* _TASK INSTRUCTIONS_
Repeat the lines from the line with "M1212,469L1244,497L1242,512L1238,517" to the line with "M1408,758L1446,776L1464,781L1494,793L1521,818" in the listing below, keeping both end lines and adding nothing.
::: RECORDS :::
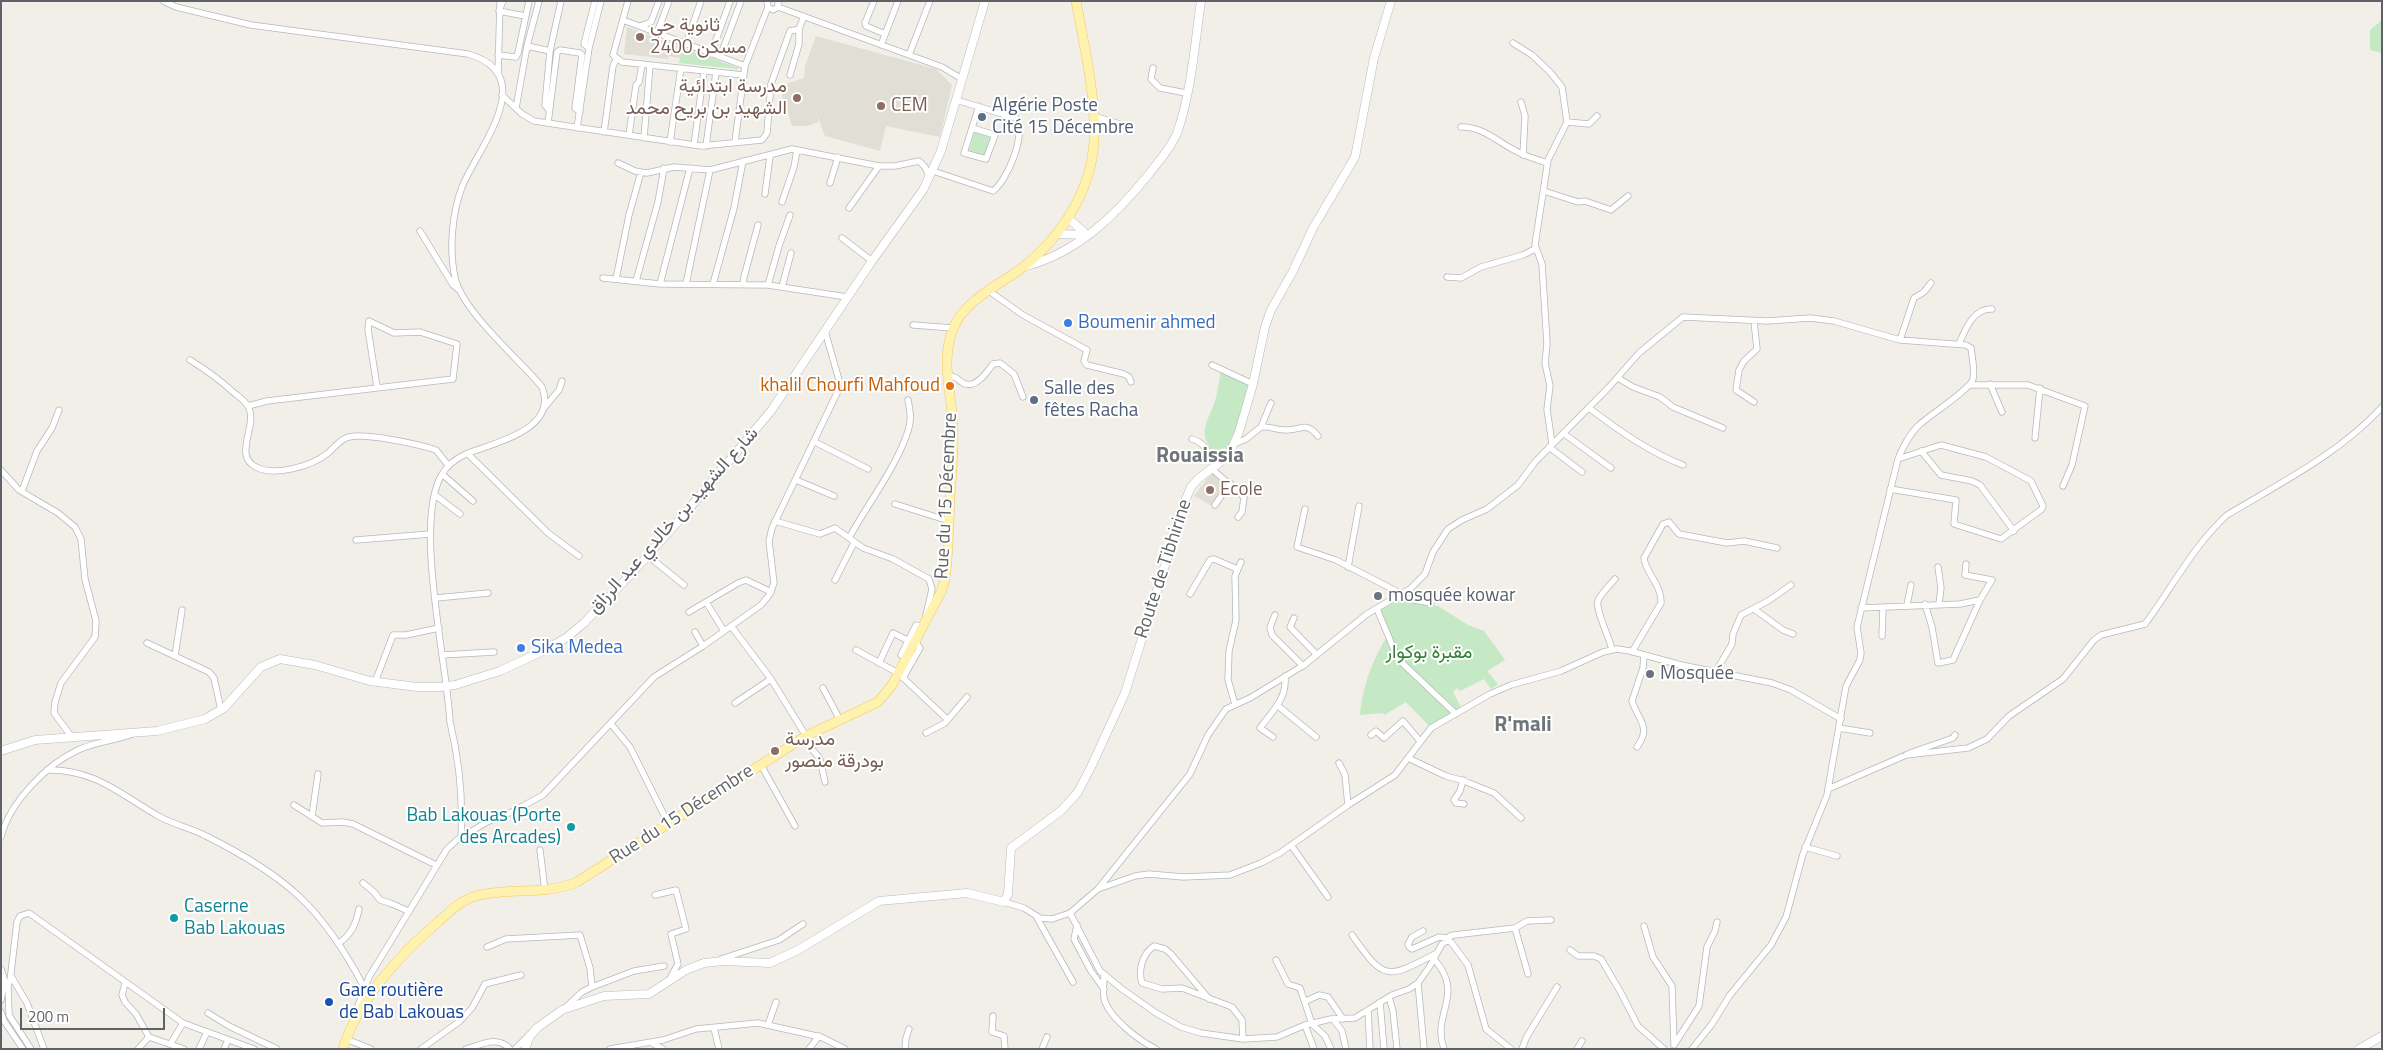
<!DOCTYPE html>
<meta charset="utf-8">
<style>
body{margin:0}
#map{position:relative;width:2383px;height:1050px;overflow:hidden;background:#f1efe8;font-family:"Titillium Web",sans-serif}
canvas{display:block}
.frame{position:absolute;inset:0;border:2px solid #5f6368;pointer-events:none}
.scale{position:absolute;left:20px;top:1008px;width:145px;height:22px;box-sizing:border-box;border:2px solid #5f6368;border-top:0;padding-left:6px;font-size:15px;line-height:18px;white-space:nowrap;color:#5f6368;-webkit-text-stroke:4px #fff;paint-order:stroke}
</style>
<div id="map">
<canvas width="2383" height="1050"></canvas>
<div class="frame"></div>
<div class="scale">200 m</div>
</div>
<script>
const c = document.querySelector('canvas').getContext('2d');
c.lineJoin = 'round';
function fillPath(path, color) { c.fillStyle = color; c.fill(path, 'evenodd'); }
function trace(path, color, width, dash) { c.strokeStyle = color; c.lineWidth = width; c.lineCap = dash ? 'butt' : 'round'; c.setLineDash(dash || []); c.stroke(path); }
function label(font, color, halo, rows, align = 'center') {
  c.font = font + ' "Titillium Web",Vazirmatn,sans-serif'; c.lineWidth = 4; c.setLineDash([]); c.textBaseline = 'middle'; c.strokeStyle = halo; c.fillStyle = color; for (const [text, x, y, turn = 0] of rows) {
    c.save(); c.translate(x, y); c.rotate((+turn || 0) * Math.PI / 180); c.textAlign = isNaN(turn) ? turn : align; if (halo) c.strokeText(text, 0, 0); c.fillText(text, 0, 0); c.restore();
  }
}
fillPath(new Path2D(`
 M627,27L681,47L680,58L669,56L668,59L624,54Z
 M816,36L936,69L952,85L940,137L886,126L880,151L825,136L814,106L819,122L807,126H792L781,92L785,90L783,85L804,78L805,66Z
 M1212,472L1226,485L1212,506L1194,496Z`), '#e1ded6');
fillPath(new Path2D(`
 M2382,20V53L2370,50V30Z
 M682,47L738,68V69L679,63Z
 M975,131L991,137L984,157L969,151Z
 M1221,370L1247,383L1248,386L1234,436L1228,447L1213,452C1197,431 1208,422 1215,401C1218,392 1219,380 1221,370Z
 M1400,599L1438,606L1468,625L1484,631L1505,660L1487,671L1498,684L1491,689L1484,679L1460,691L1457,688L1453,692L1461,707L1430,727L1406,702L1384,715L1383,713L1360,715C1362,687 1373,658 1388,635L1379,611Z`), '#c5e8c5');
const street = new Path2D(`
 M163,1L176,7L251,25L468,54C542,75 477,149 462,187C452,213 449,250 455,278C463,312 519,359 542,387C559,430 493,443 466,454C455,459 446,466 441,476C414,525 447,663 450,722C459,759 463,799 461,837
 M503,1L499,11L525,16
 M628,1L613,55L622,62L743,75
 M767,1L768,7L773,10L778,7V1
 M874,1L865,23L866,26L885,34
 M778,7L942,67L962,79
 M623,20L745,66
 M640,26L651,22L659,1
 M657,33L669,1
 M1513,43L1532,55L1550,72L1562,87L1567,122L1548,160L1535,245L1542,264L1547,344L1545,363L1550,386L1547,409L1552,444
 M686,44L701,1
 M881,45L898,1
 M527,46L550,51
 M589,48L584,44L595,1
 M711,54L730,1
 M498,55L516,57L518,53L529,1
 M909,55L930,1
 M720,57L741,1
 M1153,68L1151,79L1160,88L1186,93
 M498,74L500,1
 M790,75L799,44V29
 M502,95L522,114L534,121L701,146L762,140L767,133L771,84L790,31L799,29L804,16
 M1521,102L1525,116L1523,155
 M516,108L527,46L539,1
 M549,110L545,105L550,51L561,1
 M1093,116L1130,127
 M1567,122L1589,124L1597,116
 M548,123L557,52L560,50L580,53L582,55L575,108L580,112
 M1461,127C1481,126 1497,141 1514,150C1524,156 1536,159 1547,163
 M577,128L589,48L601,1
 M972,128L995,135L986,159L964,153L979,106
 M604,132L613,66L617,58
 M629,135L636,85L639,82L642,64
 M644,138L650,65
 M670,142L681,68
 M735,142L745,66L768,7
 M694,145L704,71
 M706,146L716,72
 M618,163L635,171L647,173L674,167L710,170L792,149L879,166H895L919,161L925,167L930,178
 M933,171L993,191C1007,181 1027,134 1016,118L956,100
 M830,183L838,157
 M1544,191L1578,202L1585,201L1611,210L1628,196
 M765,194L770,156
 M782,202L794,167L797,150
 M849,208L879,166
 M420,231L453,285L459,290
 M842,238L872,261
 M1447,277L1461,278L1481,267L1523,255L1535,249
 M603,278L660,284L768,285L847,297
 M616,279L629,215L641,172
 M636,281L658,202L664,168
 M660,284L690,168
 M686,284L710,170
 M713,284L734,208L743,161
 M743,285L744,277L758,225
 M768,285L779,246L790,215
 M782,287L791,253
 M989,291L1023,315L1087,350L1084,361L1087,365L1124,374L1129,377L1131,382
 M1754,321L1757,349L1744,361L1739,370L1736,390L1754,402
 M913,325L953,328
 M1900,340L1914,298L1924,292L1931,283
 M1959,344C1965,330 1973,308 1992,309
 M190,360C208,371 218,378 233,392C239,397 245,400 249,408C257,427 233,456 256,467C275,477 312,466 328,453C335,447 340,439 349,437C366,433 418,444 436,450L448,465
 M1212,365L1253,384
 M948,376C956,376 957,379 963,383C975,390 987,372 993,364L1000,363L1014,374L1023,397
 M1618,378L1633,387L1660,397L1673,407L1723,428
 M1990,384L2002,412
 M1970,385H2028L2085,406L2072,465L2063,486
 M248,406L267,401L453,379L457,344L420,332L394,333L369,321L368,329L377,387
 M544,408L559,390L562,381
 M1589,408C1618,430 1649,452 1683,465
 M1261,427L1271,403
 M1563,433L1611,468
 M2035,438L2040,388
 M1192,439C1206,443 1209,453 1215,466
 M815,442L868,469
 M1234,444L1246,439L1261,427C1269,426 1277,430 1285,430C1301,431 1305,420 1318,436
 M1549,447L1582,472
 M1921,451L1941,475L1972,481L1980,485L2014,531
 M468,454L548,533L579,556
 M1212,469L1244,497L1242,512L1238,517
 M1,470L19,490L58,513L75,527L81,539L85,579L96,621L95,637L61,683L55,702L54,713L71,736
 M442,474L473,501
 M796,480L834,496
 M1890,489L1956,500L1954,524L2001,539L2042,509L2043,506L2031,481L1986,457L1941,445L1898,459
 M22,491L37,451L52,428L59,410
 M435,495L460,514
 M895,504L949,521
 M1215,505L1230,483
 M1305,509L1297,547L1336,560L1402,594
 M775,521L820,534L835,528L863,548L893,559L929,579L932,589L926,615
 M849,538C867,505 897,466 908,431C912,421 910,410 908,400
 M356,540L430,534
 M647,555L684,585
 M1348,567L1359,506
 M1938,567L1941,588L1939,604
 M835,580L854,543
 M1190,594L1210,560L1214,559L1237,569
 M1397,597L1431,603
 M436,598L488,593
 M706,602L724,631
 M1925,604L1932,627L1938,663L1953,660L1980,600L1992,580L1965,575L1966,564
 M1907,605L1911,585
 M1861,608L1960,604L1980,600
 M1377,609L1398,659L1456,714
 M1754,609L1783,630L1793,634
 M689,612L738,583L746,580L771,592
 M1275,615L1270,627L1272,635L1303,666
 M1294,618L1290,627L1317,655
 M731,626L771,679L806,736
 M695,632L703,646
 M1882,636L1883,608
 M147,643L209,672L214,678L221,710
 M856,650L898,673L947,719
 M1612,650C1610,638 1595,610 1598,601C1601,593 1610,585 1615,579
 M1632,652L1661,603C1662,585 1645,572 1644,558L1663,524L1669,522L1679,534L1727,543L1744,541L1777,548
 M442,655L494,652
 M175,656L182,610
 M913,661L901,655L916,625L923,627V624
 M879,663L893,633L907,640
 M1716,671L1732,644L1733,634L1741,615L1768,601L1791,585
 M903,678L920,648L915,641
 M375,682L393,635H406L439,628
 M823,688L840,720
 M735,703L771,679
 M1235,704L1228,680L1229,651L1236,620L1235,576L1241,562
 M1277,705L1316,737
 M611,724L630,747L669,825
 M1839,728L1870,733
 M926,733L945,723L967,697
 M1371,735L1376,731L1384,738L1403,721L1420,741
 M1273,737L1260,728C1273,710 1287,699 1285,676
 M803,738L820,759L825,782
 M1637,747C1652,727 1638,720 1632,701L1643,668L1644,655
 M1906,755L1968,748L1987,739L2009,716L2063,679L2094,640L2101,635L2145,624C2172,588 2193,546 2227,515C2280,483 2339,454 2382,407
 M1408,758L1446,776L1464,781L1494,793L1521,818
 M1339,763L1345,775L1348,805
 M761,765L795,826
 M47,770C95,769 121,795 160,817C175,825 191,828 206,836C286,876 322,907 364,987
 M1463,780L1460,791L1454,800L1456,803L1464,804
 M1828,789L1913,752L1953,738L1955,735
 M294,805L322,823L343,822L353,824L436,865
 M312,816L318,774
 M1,837C9,803 47,764 78,750C95,742 113,741 130,735
 M1291,845L1328,897
 M1805,847L1837,856
 M540,850L545,891
 M363,883L374,892L380,900L390,903L408,911
 M1098,889L1190,774L1208,735L1226,709L1250,698L1304,665L1367,614L1410,589L1425,574L1433,552L1448,529L1462,520L1487,509L1518,485L1535,462L1610,386L1639,353L1683,317L1767,321L1810,318L1834,321L1900,340L1966,345L1971,348C1972,357 1975,370 1973,379C1971,389 1928,416 1918,426C1908,436 1903,447 1898,459L1857,627L1861,653L1860,660L1846,686L1827,795L1803,854L1786,917L1771,945L1730,995L1712,1024L1692,1049
 M655,895L676,890L686,929L671,934L678,964L668,982
 M1004,902L1024,908L1040,918L1052,919L1070,913L1098,889L1135,876L1149,874L1183,877L1230,875L1261,863L1280,853L1348,805L1395,775L1431,728L1490,694L1511,685L1561,671L1603,652L1617,649L1630,651L1681,665L1772,683L1791,690L1841,719
 M1070,913L1100,971L1122,989L1156,1013L1181,1027L1201,1033L1243,1039L1277,1037L1305,1025L1331,1019L1355,1018L1392,995L1409,989L1418,983L1430,966L1442,944L1447,941L1451,942L1468,965L1486,1029L1511,1049
 M1036,916L1073,982
 M1077,925L1074,939L1091,971L1104,989
 M1644,926L1653,957L1672,986L1674,1044
 M1515,928L1528,974
 M1423,931L1412,937L1408,944L1409,947L1412,949L1439,937L1447,938
 M1352,935C1385,982 1387,979 1437,953
 M1447,941L1450,936L1454,935L1515,928L1527,921L1551,920
 M339,943C351,935 356,924 359,909
 M487,947L506,939L580,935L590,968L592,987
 M1570,950L1578,956H1594L1601,959L1620,991L1638,1026L1664,1049
 M721,959L779,940L803,924
 M1434,959C1466,995 1431,1013 1444,1049
 M1276,960L1288,984L1300,988L1312,1024L1325,1036L1331,1049
 M1,969L6,985L10,981L17,922L20,916L29,913L183,1023L254,1049
 M1104,975C1104,984 1102,994 1105,1002C1112,1020 1140,1041 1156,1049
 M11,976L27,1003L44,1049
 M125,983L122,995L125,1002L136,1014L149,1037L138,1049
 M1418,983L1424,1049
 M8,984L9,1015L31,1049
 M1389,997L1393,1011L1397,1049
 M1209,999L1171,954L1165,949L1154,946C1142,954 1138,971 1142,983L1162,989L1182,988L1232,1007L1242,1020L1243,1039
 M1,1000L4,984
 M1306,1001L1319,995L1328,997L1343,1019
 M1380,1002L1384,1049
 M565,1008L582,992L592,987L634,971L664,966
 M1368,1010L1370,1049
 M1,1012L4,1021L23,1049
 M208,1013L229,1026L277,1049
 M355,1014L369,977L447,849L458,839L487,822L514,811L543,795L654,677L703,646L761,605L770,594L774,583L769,541L772,528L838,391L839,380L825,331
 M993,1016L992,1032L1004,1036L1005,1049
 M1333,1019L1342,1031L1346,1049
 M768,1025L776,1002
 M1305,1025L1314,1049
 M714,1028L719,1049
 M149,1037L184,1049
 M346,1039L371,1049
 M171,1043L183,1023
 M652,1043L663,1049
 M1674,1045L1699,1006L1707,947L1715,931L1717,922
 M199,1049L207,1032
 M224,1049L228,1040
 M421,1049L460,1021L472,1008L485,984L521,975
 M466,1049C481,1045 497,1035 510,1049
 M515,1049L530,1034
 M610,1049L663,1040L696,1029L758,1023L821,1037L845,1049
 M809,1049L819,1036
 M905,1049L906,1038L909,1029
 M1042,1049L1047,1037
 M1522,1049L1526,1038L1557,987
 M1577,1049L1582,1041`);
const secondary = new Path2D(`
 M1068,218L1087,235
 M1057,234L1087,235
 M1026,266C1077,253 1117,214 1149,174C1159,161 1171,148 1177,133C1191,95 1195,42 1201,1
 M1,751L35,740L157,731L205,719L224,708L261,667L280,659L315,665L370,681L417,687H440L455,685L500,671L543,651L566,638L584,623L632,573L682,517L771,411L872,261L923,190L941,151L985,1
 M525,1049L530,1036L537,1028L562,1010L604,996L649,994L686,970L704,963L723,961L770,963L798,950L879,901L967,893L1004,902L1008,894L1011,848L1062,810L1078,792L1091,767L1125,693L1185,501L1191,487L1198,479L1224,459L1232,448L1239,432L1253,384L1265,327L1271,310L1293,271L1313,228L1355,157L1374,58L1391,1
 M2359,1049L2382,1036`);
const primary = new Path2D(`
 M343,1049C357,1001 401,953 438,922C449,912 461,900 476,896C510,887 544,896 577,882L806,736L878,702L892,685L942,590L945,578C949,550 949,522 950,495C952,472 954,449 953,427C952,394 940,361 953,329C964,300 998,286 1022,268C1061,238 1092,190 1094,140C1096,94 1084,46 1076,1`);
trace(street, '#b5b8bc', 7);
trace(secondary, '#b6babf', 9);
trace(primary, '#f2c960', 10);
trace(street, '#fff', 5.5);
trace(secondary, '#fff', 8);
trace(primary, '#fff2af', 9);
for (const [x, y, r, color] of [
 [640,37,5,"#8d6e63"],
 [797,98,5,"#8d6e63"],
 [881,106,5,"#8d6e63"],
 [982,117,5,"#5c6f8a"],
 [1068,323,5,"#3f7fe0"],
 [950,386,5,"#e8710a"],
 [1034,400,5,"#5c6f8a"],
 [1210,490,5,"#8d6e63"],
 [1378,596,5,"#6b7280"],
 [521,648,5,"#3f7fe0"],
 [1650,674,5,"#6b7280"],
 [775,751,5,"#8d6e63"],
 [571,827,5,"#0f9aa8"],
 [174,918,5,"#0f9aa8"],
 [329,1002,5,"#1a4fb4"]
]) { const dot = new Path2D(); dot.arc(x, y, r, 0, 2 * Math.PI); c.fillStyle = color; c.fill(dot); trace(dot, '#fff', 2); }
label('19px', '#785e54', '#fff', [
 ["ثانوية حي",650,26],
 ["2400 مسكن",650,48],
 ["مدرسة ابتدائية",787,87,"right"],
 ["الشهيد بن بريح محمد",787,109,"right"],
 ["CEM",891,106],
 ["Ecole",1220,490],
 ["مدرسة",785,740],
 ["بودرقة منصور",785,762]
], 'left');
label('19px', '#4e5e75', '#fff', [
 ["Algérie Poste",992,106],
 ["Cité 15 Décembre",992,128],
 ["Salle des",1044,389],
 ["fêtes Racha",1044,411]
], 'left');
label('19px', '#366cbe', '#fff', [
 ["Boumenir ahmed",1078,323],
 ["Sika Medea",531,648]
], 'left');
label('19px', '#c56008', '#fff', [
 ["khalil Chourfi Mahfoud",940,386]
], 'right');
label('19px', '#5f6368', '#fff', [
 ["Rue du 15 Décembre",947,496,-87],
 ["شارع الشهيد بن خالدي عبد الرزاق",674,521,-48],
 ["Route de Tibhirine",1164,569,-72],
 ["Rue du 15 Décembre",682,815,-33]
]);
label('19px', '#5b616d', '#fff', [
 ["mosquée kowar",1388,596],
 ["Mosquée",1660,674]
], 'left');
label('19px', '#348238', '#fff', [
 ["مقبرة بوكوار",1429,653]
]);
label('19px', '#0d838f', '#fff', [
 ["Bab Lakouas (Porte",561,816],
 ["des Arcades)",561,838],
 ["Caserne",184,907,"left"],
 ["Bab Lakouas",184,929,"left"]
], 'right');
label('19px', '#164399', '#fff', [
 ["Gare routière",339,991],
 ["de Bab Lakouas",339,1013]
], 'left');
label('bold 21px', '#70757a', '#fff', [
 ["Rouaissia",1200,457],
 ["R'mali",1523,726]
]);
</script>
:::
* _EXERCISE SOLUTION_
 M1212,469L1244,497L1242,512L1238,517
 M1,470L19,490L58,513L75,527L81,539L85,579L96,621L95,637L61,683L55,702L54,713L71,736
 M442,474L473,501
 M796,480L834,496
 M1890,489L1956,500L1954,524L2001,539L2042,509L2043,506L2031,481L1986,457L1941,445L1898,459
 M22,491L37,451L52,428L59,410
 M435,495L460,514
 M895,504L949,521
 M1215,505L1230,483
 M1305,509L1297,547L1336,560L1402,594
 M775,521L820,534L835,528L863,548L893,559L929,579L932,589L926,615
 M849,538C867,505 897,466 908,431C912,421 910,410 908,400
 M356,540L430,534
 M647,555L684,585
 M1348,567L1359,506
 M1938,567L1941,588L1939,604
 M835,580L854,543
 M1190,594L1210,560L1214,559L1237,569
 M1397,597L1431,603
 M436,598L488,593
 M706,602L724,631
 M1925,604L1932,627L1938,663L1953,660L1980,600L1992,580L1965,575L1966,564
 M1907,605L1911,585
 M1861,608L1960,604L1980,600
 M1377,609L1398,659L1456,714
 M1754,609L1783,630L1793,634
 M689,612L738,583L746,580L771,592
 M1275,615L1270,627L1272,635L1303,666
 M1294,618L1290,627L1317,655
 M731,626L771,679L806,736
 M695,632L703,646
 M1882,636L1883,608
 M147,643L209,672L214,678L221,710
 M856,650L898,673L947,719
 M1612,650C1610,638 1595,610 1598,601C1601,593 1610,585 1615,579
 M1632,652L1661,603C1662,585 1645,572 1644,558L1663,524L1669,522L1679,534L1727,543L1744,541L1777,548
 M442,655L494,652
 M175,656L182,610
 M913,661L901,655L916,625L923,627V624
 M879,663L893,633L907,640
 M1716,671L1732,644L1733,634L1741,615L1768,601L1791,585
 M903,678L920,648L915,641
 M375,682L393,635H406L439,628
 M823,688L840,720
 M735,703L771,679
 M1235,704L1228,680L1229,651L1236,620L1235,576L1241,562
 M1277,705L1316,737
 M611,724L630,747L669,825
 M1839,728L1870,733
 M926,733L945,723L967,697
 M1371,735L1376,731L1384,738L1403,721L1420,741
 M1273,737L1260,728C1273,710 1287,699 1285,676
 M803,738L820,759L825,782
 M1637,747C1652,727 1638,720 1632,701L1643,668L1644,655
 M1906,755L1968,748L1987,739L2009,716L2063,679L2094,640L2101,635L2145,624C2172,588 2193,546 2227,515C2280,483 2339,454 2382,407
 M1408,758L1446,776L1464,781L1494,793L1521,818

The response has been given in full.